↓↓↓

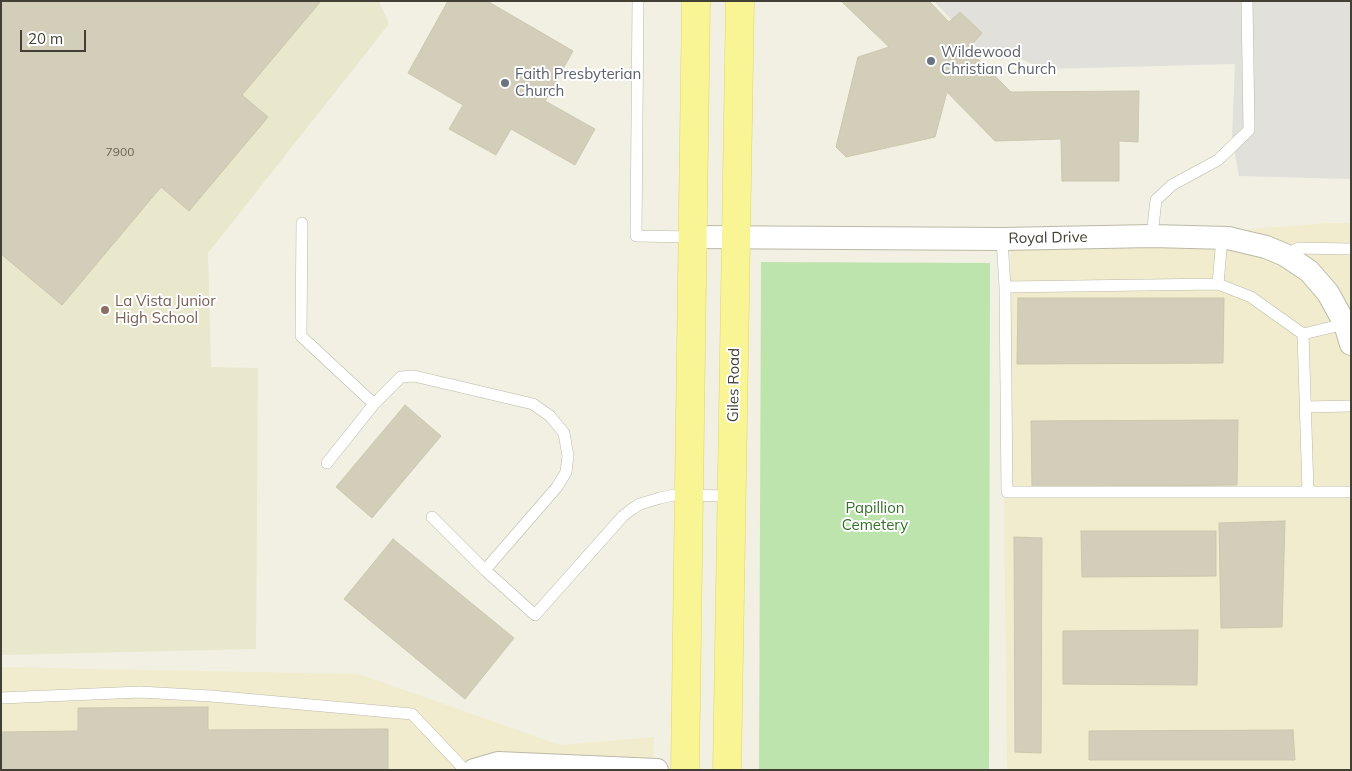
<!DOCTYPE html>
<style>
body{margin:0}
#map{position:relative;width:1352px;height:771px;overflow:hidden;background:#f1f0e3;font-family:Mulish,sans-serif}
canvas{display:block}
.frame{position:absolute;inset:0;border:2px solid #424034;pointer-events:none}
.scale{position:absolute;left:20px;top:30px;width:66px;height:22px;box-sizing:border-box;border:2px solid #424034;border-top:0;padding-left:6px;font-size:15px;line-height:18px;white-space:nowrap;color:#424034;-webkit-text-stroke:4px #fff;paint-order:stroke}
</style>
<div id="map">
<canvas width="1352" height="771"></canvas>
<div class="frame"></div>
<div class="scale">20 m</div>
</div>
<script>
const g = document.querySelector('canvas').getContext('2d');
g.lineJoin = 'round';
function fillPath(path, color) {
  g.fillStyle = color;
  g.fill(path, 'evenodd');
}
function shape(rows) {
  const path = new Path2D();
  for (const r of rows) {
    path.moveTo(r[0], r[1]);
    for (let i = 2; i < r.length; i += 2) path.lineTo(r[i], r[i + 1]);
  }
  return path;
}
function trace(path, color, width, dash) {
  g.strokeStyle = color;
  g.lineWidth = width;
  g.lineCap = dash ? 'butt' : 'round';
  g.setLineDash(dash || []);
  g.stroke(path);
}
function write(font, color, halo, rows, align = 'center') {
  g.font = font + ' Mulish,sans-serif';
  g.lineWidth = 4;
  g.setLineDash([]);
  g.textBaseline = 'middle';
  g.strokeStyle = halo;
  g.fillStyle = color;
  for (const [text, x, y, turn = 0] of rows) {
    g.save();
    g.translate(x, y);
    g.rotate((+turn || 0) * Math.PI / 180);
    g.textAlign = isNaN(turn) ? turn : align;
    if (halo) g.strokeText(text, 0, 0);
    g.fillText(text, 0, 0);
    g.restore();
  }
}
fillPath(shape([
 [1327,223,1351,223,1351,770,1007,770,1004,511,1011,248],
 [1,667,359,674,560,745,654,737,653,770,1,770]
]), '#f2ecce');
fillPath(shape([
 [1,1,379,1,389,24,208,253,211,367,258,368,256,649,1,655]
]), '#e9e8cd');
fillPath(shape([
 [761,262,990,263,989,770,759,770]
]), '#bee4ad');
fillPath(shape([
 [934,1,1351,1,1351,179,1239,176,1232,138,1235,64,1044,69,1021,59,982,53]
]), '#e1e0db');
const building = shape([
 [1,1,321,1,242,95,268,117,189,211,161,187,62,305,1,254,1,1],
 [448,1,487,1,573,51,545,101,595,129,575,165,511,129,496,155,449,129,463,105,408,73,448,1],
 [841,1,929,1,949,22,960,12,982,33,968,49,1011,92,1139,91,1138,142,1119,141,1119,181,1062,181,1061,139,995,141,947,92,935,137,846,157,836,147,858,57,889,47,841,1],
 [1018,298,1224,298,1223,363,1017,364,1018,298],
 [405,405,441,436,372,518,336,487,405,405],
 [1238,420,1237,485,1032,487,1031,421,1238,420],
 [1285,521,1282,627,1221,628,1219,523,1285,521],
 [1081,531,1216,531,1216,576,1082,577,1081,531],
 [1014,537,1042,538,1041,753,1015,752,1014,537],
 [393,539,514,638,465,699,344,599,393,539],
 [1198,630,1197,685,1063,684,1063,631,1198,630],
 [208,707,208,730,388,729,388,770,1,770,1,732,78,731,78,708,208,707],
 [1293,730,1295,760,1089,760,1089,731,1293,730]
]);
fillPath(building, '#d2ceb9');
trace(building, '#ccc7ad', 1);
const lane = shape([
 [638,1,636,236,693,237],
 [302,223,301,336,374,404],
 [1152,236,1156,200,1172,185,1218,160,1249,130,1247,1],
 [1002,239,1005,287],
 [1285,255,1299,248,1351,249],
 [1218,284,1222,238],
 [1345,324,1303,334,1251,297,1218,284,1005,287,1007,492,1351,492],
 [1303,334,1308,491],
 [1306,407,1351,406],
 [327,463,374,404,401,377,414,376,533,404,550,416,564,433,568,456,566,472,557,487,485,570],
 [432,517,485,570,535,615,623,516,632,509,640,504,660,498,674,495,732,496],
 [1,698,140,692,211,696,412,714,465,770]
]);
const street = shape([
 [693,237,1002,239,1152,236,1228,238,1266,247,1285,255,1309,271,1328,293,1345,324,1351,344],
 [474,770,498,763,657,770]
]);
const primary = shape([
 [685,770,696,1],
 [727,770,740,1]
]);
trace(lane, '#bbb9a6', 12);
trace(street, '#bbb9a6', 24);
trace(primary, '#ddd665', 29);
trace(lane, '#fff', 11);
trace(street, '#fff', 22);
trace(primary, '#f9f594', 28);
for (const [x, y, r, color] of [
 [931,61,5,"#6b7280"],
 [505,83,5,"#6b7280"],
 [105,310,5,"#8d6e63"]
]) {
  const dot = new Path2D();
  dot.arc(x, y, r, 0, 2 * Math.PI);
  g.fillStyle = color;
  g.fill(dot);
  trace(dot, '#fff', 2);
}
write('12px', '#666455', null, [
 ["7900",120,152]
]);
write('15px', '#5b616d', '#fff', [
 ["Wildewood",941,52],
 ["Christian Church",941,69],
 ["Faith Presbyterian",515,74],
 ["Church",515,91]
], 'left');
write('15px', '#424034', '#fff', [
 ["Royal Drive",1048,238,-1],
 ["Giles Road",734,385,-89]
]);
write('15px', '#785e54', '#fff', [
 ["La Vista Junior",115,301],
 ["High School",115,318]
], 'left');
write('15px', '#34702a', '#fff', [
 ["Papillion",875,508],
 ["Cemetery",875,525]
]);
</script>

↑↑↑

:: Action item ::
The lines to copy are those above that contain the string "rows".

:: Response for this exercise ::
function shape(rows) {
  for (const r of rows) {
function write(font, color, halo, rows, align = 'center') {
  for (const [text, x, y, turn = 0] of rows) {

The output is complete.